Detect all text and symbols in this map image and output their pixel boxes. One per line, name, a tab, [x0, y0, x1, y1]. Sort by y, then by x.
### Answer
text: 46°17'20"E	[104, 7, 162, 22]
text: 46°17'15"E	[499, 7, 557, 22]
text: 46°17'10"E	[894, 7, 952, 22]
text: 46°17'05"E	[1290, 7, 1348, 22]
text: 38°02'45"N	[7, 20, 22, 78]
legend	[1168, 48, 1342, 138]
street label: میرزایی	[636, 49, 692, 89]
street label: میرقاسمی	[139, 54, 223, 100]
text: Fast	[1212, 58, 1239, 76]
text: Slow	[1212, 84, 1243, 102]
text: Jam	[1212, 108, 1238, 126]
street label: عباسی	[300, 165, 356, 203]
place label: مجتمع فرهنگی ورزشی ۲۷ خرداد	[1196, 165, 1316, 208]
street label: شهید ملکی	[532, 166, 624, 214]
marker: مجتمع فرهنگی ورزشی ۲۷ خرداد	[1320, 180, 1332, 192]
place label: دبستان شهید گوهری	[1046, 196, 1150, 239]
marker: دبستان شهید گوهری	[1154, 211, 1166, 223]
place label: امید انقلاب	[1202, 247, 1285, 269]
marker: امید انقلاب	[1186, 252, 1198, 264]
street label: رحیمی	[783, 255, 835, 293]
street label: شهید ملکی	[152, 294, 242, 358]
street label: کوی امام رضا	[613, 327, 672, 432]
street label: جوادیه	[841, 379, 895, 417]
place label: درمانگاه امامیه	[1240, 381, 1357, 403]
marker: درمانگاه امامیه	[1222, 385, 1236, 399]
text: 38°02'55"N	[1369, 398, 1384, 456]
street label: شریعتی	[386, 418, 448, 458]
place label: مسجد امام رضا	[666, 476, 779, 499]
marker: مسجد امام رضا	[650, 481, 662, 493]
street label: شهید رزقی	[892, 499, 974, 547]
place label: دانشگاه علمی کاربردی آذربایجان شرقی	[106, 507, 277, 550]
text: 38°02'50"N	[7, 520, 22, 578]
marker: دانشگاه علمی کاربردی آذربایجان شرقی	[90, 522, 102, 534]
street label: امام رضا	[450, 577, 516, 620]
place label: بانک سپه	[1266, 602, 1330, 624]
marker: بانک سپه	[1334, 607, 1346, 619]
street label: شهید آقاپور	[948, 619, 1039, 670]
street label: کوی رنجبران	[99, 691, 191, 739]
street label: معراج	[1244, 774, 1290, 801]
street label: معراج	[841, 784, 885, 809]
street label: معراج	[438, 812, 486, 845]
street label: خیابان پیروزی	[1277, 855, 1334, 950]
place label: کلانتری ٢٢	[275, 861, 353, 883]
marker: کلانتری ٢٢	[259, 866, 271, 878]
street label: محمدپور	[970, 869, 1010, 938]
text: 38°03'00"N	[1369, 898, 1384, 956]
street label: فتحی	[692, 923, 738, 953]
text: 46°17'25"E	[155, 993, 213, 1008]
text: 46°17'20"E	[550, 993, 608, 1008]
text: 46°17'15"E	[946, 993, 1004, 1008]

Exercise details:
Each line of the entries that contains the word "علمی" should be listed.

Expected answer:
place label: دانشگاه علمی کاربردی آذربایجان شرقی	[106, 507, 277, 550]
marker: دانشگاه علمی کاربردی آذربایجان شرقی	[90, 522, 102, 534]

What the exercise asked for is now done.